Öl werde zwar noch über viele Jahre die wichtigste Energiequelle bleiben, hieß es in dem Ausblick. Es sei aber unklar, woher es komme und wie teuer es sein werde. »Eines ist sicher«, erklärte der Leiter der Energieagentur, »die Zeit des billigen Öls ist vorbei.« Der Rohölpreis wird nach Einschätzung der Agentur in den kommenden Jahren wieder auf über hundert Dollar steigen. Im Schnitt sei für den Zeitraum von 2008 bis 2015 mit einem Preis von 100 Dollar pro Barrel (159 Liter) zu rechnen. Bis 2030 werde er dann die 200-Dollar-Marke überschreiten. Werde die Inflation herausgerechnet, entspreche dies etwa 120 Dollar in heutigen Preisen.

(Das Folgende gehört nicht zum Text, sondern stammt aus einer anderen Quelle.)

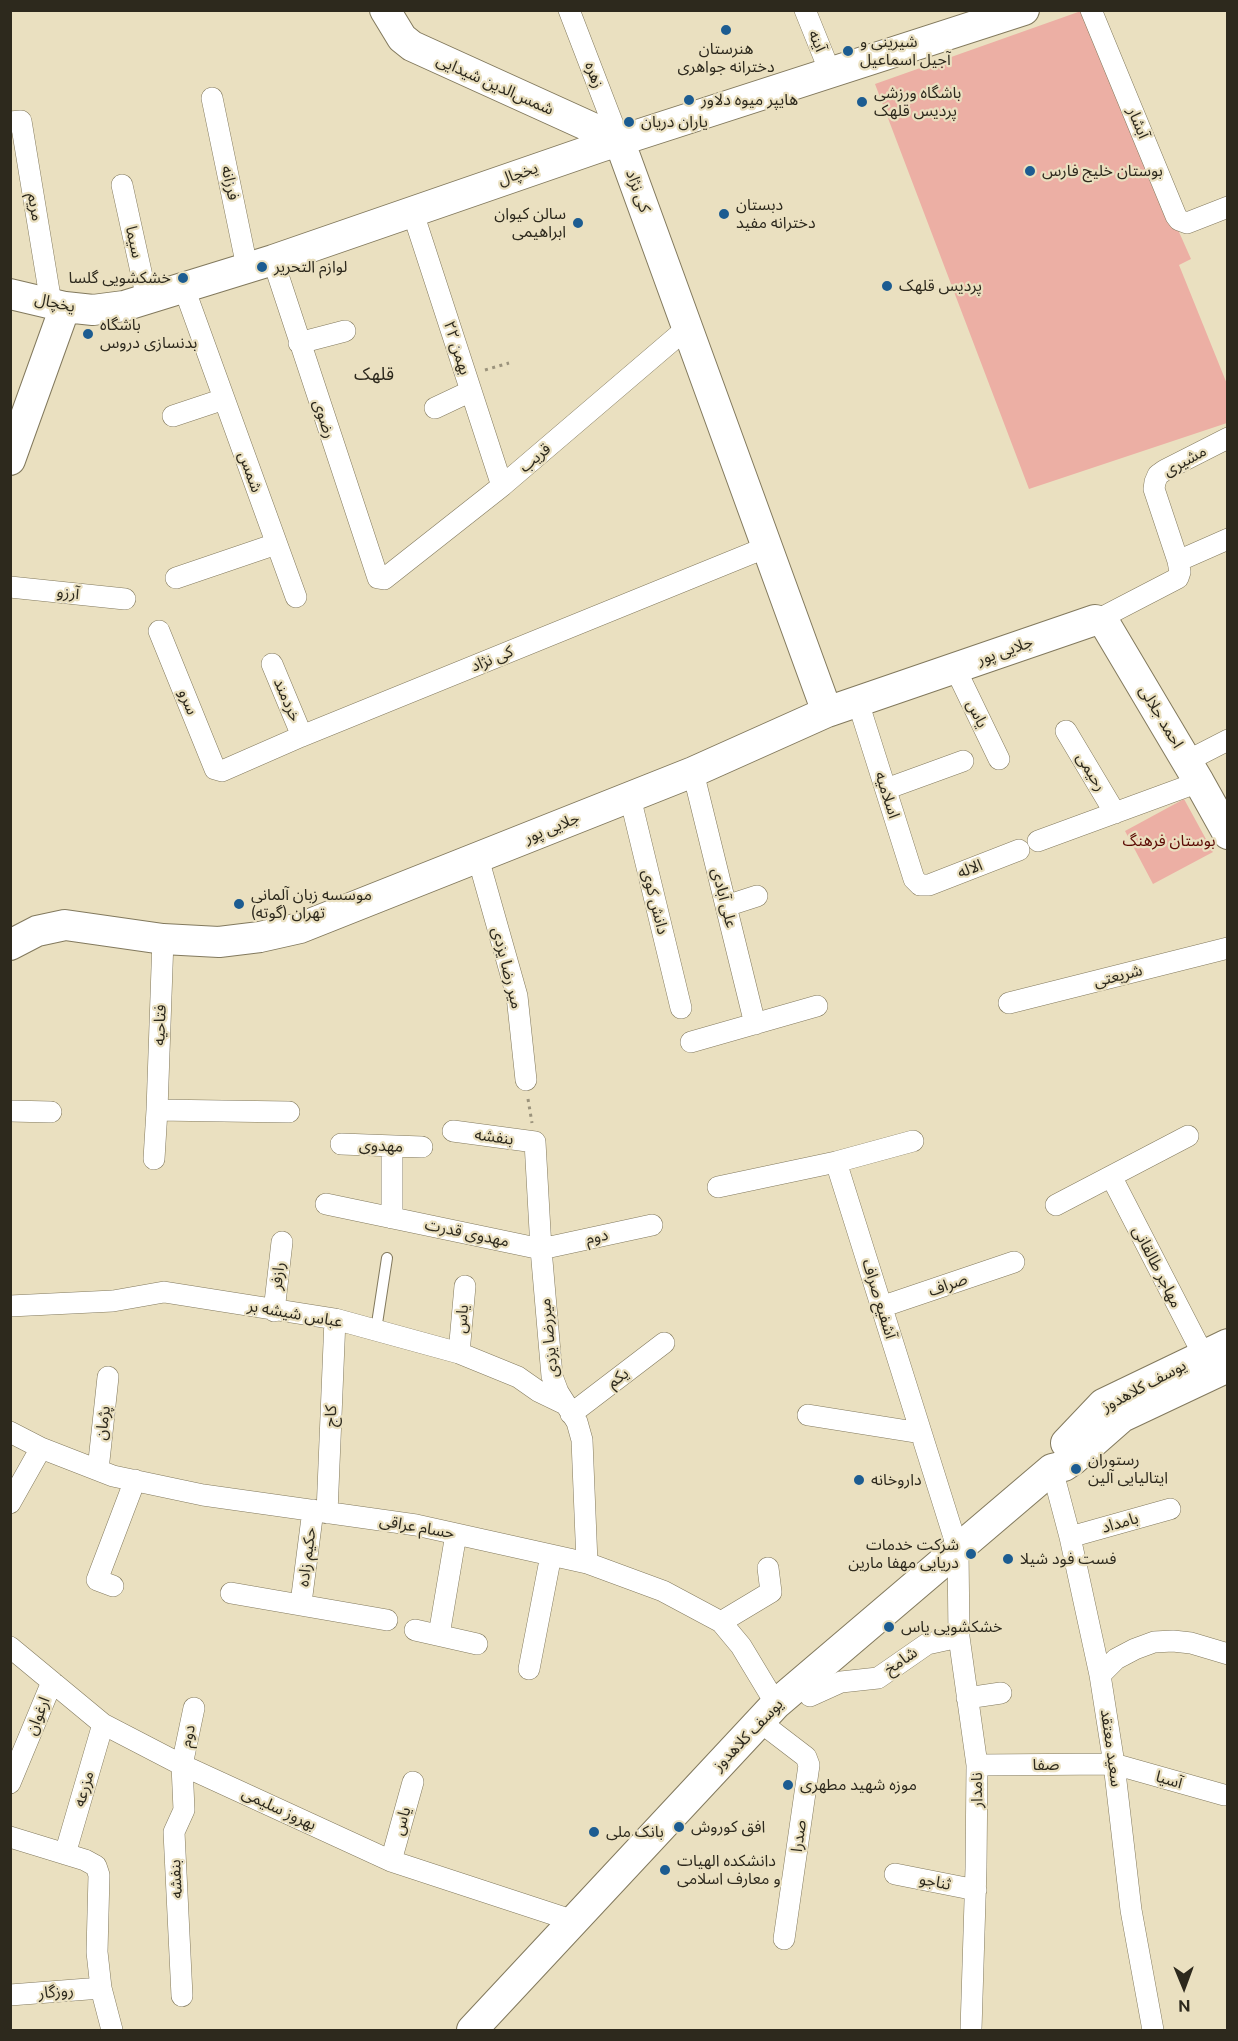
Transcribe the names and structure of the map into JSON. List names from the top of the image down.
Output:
{
  "streets": {
    "street": [
      "آینه",
      "زهره",
      "شمس‌الدین شیدایی",
      "آبشار",
      "یخچال",
      "فرزانه",
      "کی نژاد",
      "مریم",
      "سیما",
      "۲۲ بهمن",
      "رضوی",
      "قریب",
      "مشیری",
      "شمس",
      "آرزو",
      "جلایی پور",
      "خردمند",
      "سرو",
      "یاس",
      "احمد جلالی",
      "رحیمی",
      "اسلامیه",
      "الاله",
      "علی آبادی",
      "دانش کوی",
      "میر رضا یزدی",
      "شریعتی",
      "فتاحیه",
      "بنفشه",
      "مهدوی",
      "مهدوی قدرت",
      "دوم",
      "مهاجر طالقانی",
      "رازفر",
      "صراف",
      "آشفیع صراف",
      "عباس شیشه بر",
      "میررضا یزدی",
      "یکم",
      "یوسف کلاهدوز",
      "کاج",
      "پژمان",
      "بامداد",
      "حسام عراقی",
      "حکیم زاده",
      "شامخ",
      "ارغوان",
      "سعید معتقد",
      "صفا",
      "آسیا",
      "مزرعه",
      "نامدار",
      "بهروز سلیمی",
      "صدرا",
      "ثناجو",
      "روزگار"
    ]
  },
  "crossings": [
    ["آینه", "یخچال"],
    ["زهره", "شمس‌الدین شیدایی"],
    ["زهره", "یخچال"],
    ["زهره", "کی نژاد"],
    ["شمس‌الدین شیدایی", "یخچال"],
    ["شمس‌الدین شیدایی", "کی نژاد"],
    ["یخچال", "فرزانه"],
    ["یخچال", "کی نژاد"],
    ["یخچال", "مریم"],
    ["یخچال", "سیما"],
    ["یخچال", "۲۲ بهمن"],
    ["یخچال", "رضوی"],
    ["یخچال", "شمس"],
    ["فرزانه", "رضوی"],
    ["کی نژاد", "قریب"],
    ["کی نژاد", "جلایی پور"],
    ["کی نژاد", "خردمند"],
    ["کی نژاد", "سرو"],
    ["۲۲ بهمن", "قریب"],
    ["رضوی", "قریب"],
    ["جلایی پور", "یاس"],
    ["جلایی پور", "احمد جلالی"],
    ["جلایی پور", "اسلامیه"],
    ["جلایی پور", "علی آبادی"],
    ["جلایی پور", "دانش کوی"],
    ["جلایی پور", "میر رضا یزدی"],
    ["جلایی پور", "فتاحیه"],
    ["یاس", "عباس شیشه بر"],
    ["یاس", "بهروز سلیمی"],
    ["احمد جلالی", "رحیمی"],
    ["رحیمی", "الاله"],
    ["اسلامیه", "الاله"],
    ["بنفشه", "دوم"],
    ["بنفشه", "میررضا یزدی"],
    ["بنفشه", "بهروز سلیمی"],
    ["مهدوی قدرت", "دوم"],
    ["مهدوی قدرت", "میررضا یزدی"],
    ["دوم", "میررضا یزدی"],
    ["دوم", "بهروز سلیمی"],
    ["مهاجر طالقانی", "یوسف کلاهدوز"],
    ["رازفر", "عباس شیشه بر"],
    ["صراف", "آشفیع صراف"],
    ["آشفیع صراف", "یوسف کلاهدوز"],
    ["آشفیع صراف", "نامدار"],
    ["عباس شیشه بر", "میررضا یزدی"],
    ["عباس شیشه بر", "یکم"],
    ["عباس شیشه بر", "کاج"],
    ["میررضا یزدی", "یکم"],
    ["میررضا یزدی", "حسام عراقی"],
    ["یوسف کلاهدوز", "حسام عراقی"],
    ["یوسف کلاهدوز", "سعید معتقد"],
    ["یوسف کلاهدوز", "نامدار"],
    ["یوسف کلاهدوز", "بهروز سلیمی"],
    ["یوسف کلاهدوز", "صدرا"],
    ["کاج", "حسام عراقی"],
    ["کاج", "حکیم زاده"],
    ["پژمان", "حسام عراقی"],
    ["بامداد", "سعید معتقد"],
    ["حسام عراقی", "حکیم زاده"],
    ["حسام عراقی", "صدرا"],
    ["شامخ", "نامدار"],
    ["ارغوان", "بهروز سلیمی"],
    ["سعید معتقد", "صفا"],
    ["سعید معتقد", "آسیا"],
    ["صفا", "آسیا"],
    ["صفا", "نامدار"],
    ["مزرعه", "بهروز سلیمی"],
    ["نامدار", "ثناجو"]
  ],
  "districts": ["قلهک"],
  "parks": ["بوستان فرهنگ"],
  "places": [
    "هنرستان دخترانه جواهری",
    "شیرینی و آجیل اسماعيل",
    "هایپر میوه دلاور",
    "باشگاه ورزشی پردیس قلهک",
    "یاران دریان",
    "بوستان خلیج فارس",
    "دبستان دخترانه مفید",
    "سالن کیوان ابراهیمی",
    "لوازم التحریر",
    "خشکشویی گلسا",
    "پردیس قلهک",
    "باشگاه بدنسازی دروس",
    "موسسه زبان آلمانی تهران (گوته)",
    "رستوران ایتالیایی آلین",
    "داروخانه",
    "شرکت خدمات دریایی مهفا مارین",
    "فست فود شیلا",
    "خشکشویی یاس",
    "موزه شهید مطهری",
    "افق کوروش",
    "بانک ملی",
    "دانشکده الهیات و معارف اسلامی"
  ],
  "north": "bottom"
}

Die Art, wie sich Energiereserven und Energieverbrauch derzeit entwickelten, sei »offenkundig nicht nachhaltig«, kritisierte Tanaka. Weder aus Umweltgründen noch wirtschaftlich und gesellschaftlich könne es weitergehen wie bisher, mahnte er. Beim geplanten Klimagipfel der Vereinten Nationen im kommenden Jahr in Kopenhagen müssten die Teilnehmer »einen neuen, weltweiten Klimavertrag« aushandeln. Energie müsse künftig effektiver genutzt werden und zugleich weniger Kohlendioxidausstoß verursachen.

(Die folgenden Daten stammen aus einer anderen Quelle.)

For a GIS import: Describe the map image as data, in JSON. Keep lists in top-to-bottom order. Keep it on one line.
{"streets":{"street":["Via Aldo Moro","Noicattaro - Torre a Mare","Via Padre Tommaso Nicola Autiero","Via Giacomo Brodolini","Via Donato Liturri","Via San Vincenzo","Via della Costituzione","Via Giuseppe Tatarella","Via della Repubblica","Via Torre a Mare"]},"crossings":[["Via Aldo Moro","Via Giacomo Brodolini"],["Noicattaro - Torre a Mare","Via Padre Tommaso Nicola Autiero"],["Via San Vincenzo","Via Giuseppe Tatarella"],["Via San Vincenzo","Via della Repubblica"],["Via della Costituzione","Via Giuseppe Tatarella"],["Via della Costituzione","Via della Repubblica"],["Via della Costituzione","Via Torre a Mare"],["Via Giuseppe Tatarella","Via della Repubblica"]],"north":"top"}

Die IEA sprach von einer »deutlichen Anpassung« ihrer viel optimistischeren Vorhersage aus dem Vorjahr, nachdem sie »die Perspektiven von Produktionskosten und Nachfrage neu bewertet« habe. Vor einem Jahr hatte die Organisation noch mit einem Rückgang des Preises auf 70 Dollar bis zum Jahr 2015 gerechnet und bis 2030 lediglich einen Anstieg auf 108 Dollar vorhergesagt. Parallel dazu korrigierte die IEA ihre Verbrauchsprognose nach unten. Hatte sie 2007 noch eine Nachfrage von 116,3 Millionen Barrel pro Tag für das Jahr 2030 erwartet, so sind es jetzt nur noch 106,4 Millionen Barrel.
Trotz aller Korrekturen behauptet auch der jüngste Energieausblick, die weltweiten Ölvorräte seien ausreichend, um auch die erwarteten Verbrauchsteigerungen über die nächsten 40 Jahre zu befriedigen, da sich allein die weltweit nachgewiesenen Ölreserven seit 1980 fast verdoppelt hätten. Zu denken allerdings gibt, dass es sich bei dieser Steigerung nach IEA-Auskunft hauptsächlich um eine Neubewertung bekannter Reserven handelt, nicht um neu entdeckte Vorkommen. Im Übrigen rechnet die IEA in starkem Maße mit wahrscheinlichen Reserven, die jeweils erst zu sichern und erschließen sind sowie mit unkonventionellen Quellen, wie Ölsand und Ölschiefer, deren Nutzung ziemlich teuer ist. Dennoch erwartet die IEA, dass die Ausbeutung einiger solcher Vorkommen, etwa in der kanadischen Provinz Alberta, bei der prognostizierten Preisentwicklung voraussichtlich Ende 2009 rentabel wäre.
Allerdings sieht auch die IEA eine Bedrohung der kontinuierlichen Befriedigung des Ölbedarfs: Die Fördermengen auf den bekannten Ölfeldern gehen zunehmend schneller zurück und es ist unklar, ob die Investitionen in die Erschließung neuer Vorkommen schnell genug für Ersatz sorgen werden. Und das, obwohl diese Investitionen im Jahre 2007 inflationsbereinigt bereits 70 Prozent höher lagen als im Jahre 2000. Überdies bemängeln Experten, dass die zugrunde liegenden Förderdaten insbesondere bei vielen OPEC-Ländern keiner unabhängigen Kontrolle unterliegen, also keineswegs klar ist, ob der errechnete Förderückgang realistisch ist.
Wie sich die IEA die von ihrem Chef Tanaka angesichts dieser Unsicherheitsfaktoren geforderte Energierevolution vorstellt, bleibt im Ausblick recht vage. Die Energieeffizienz – und damit die Klimabilanz – will man verbessern, indem ein globaler Markt für CO2-Emissionsrechte geschaffen wird, flankiert von finanziellen Anreizen und staatlichen Vorschriften.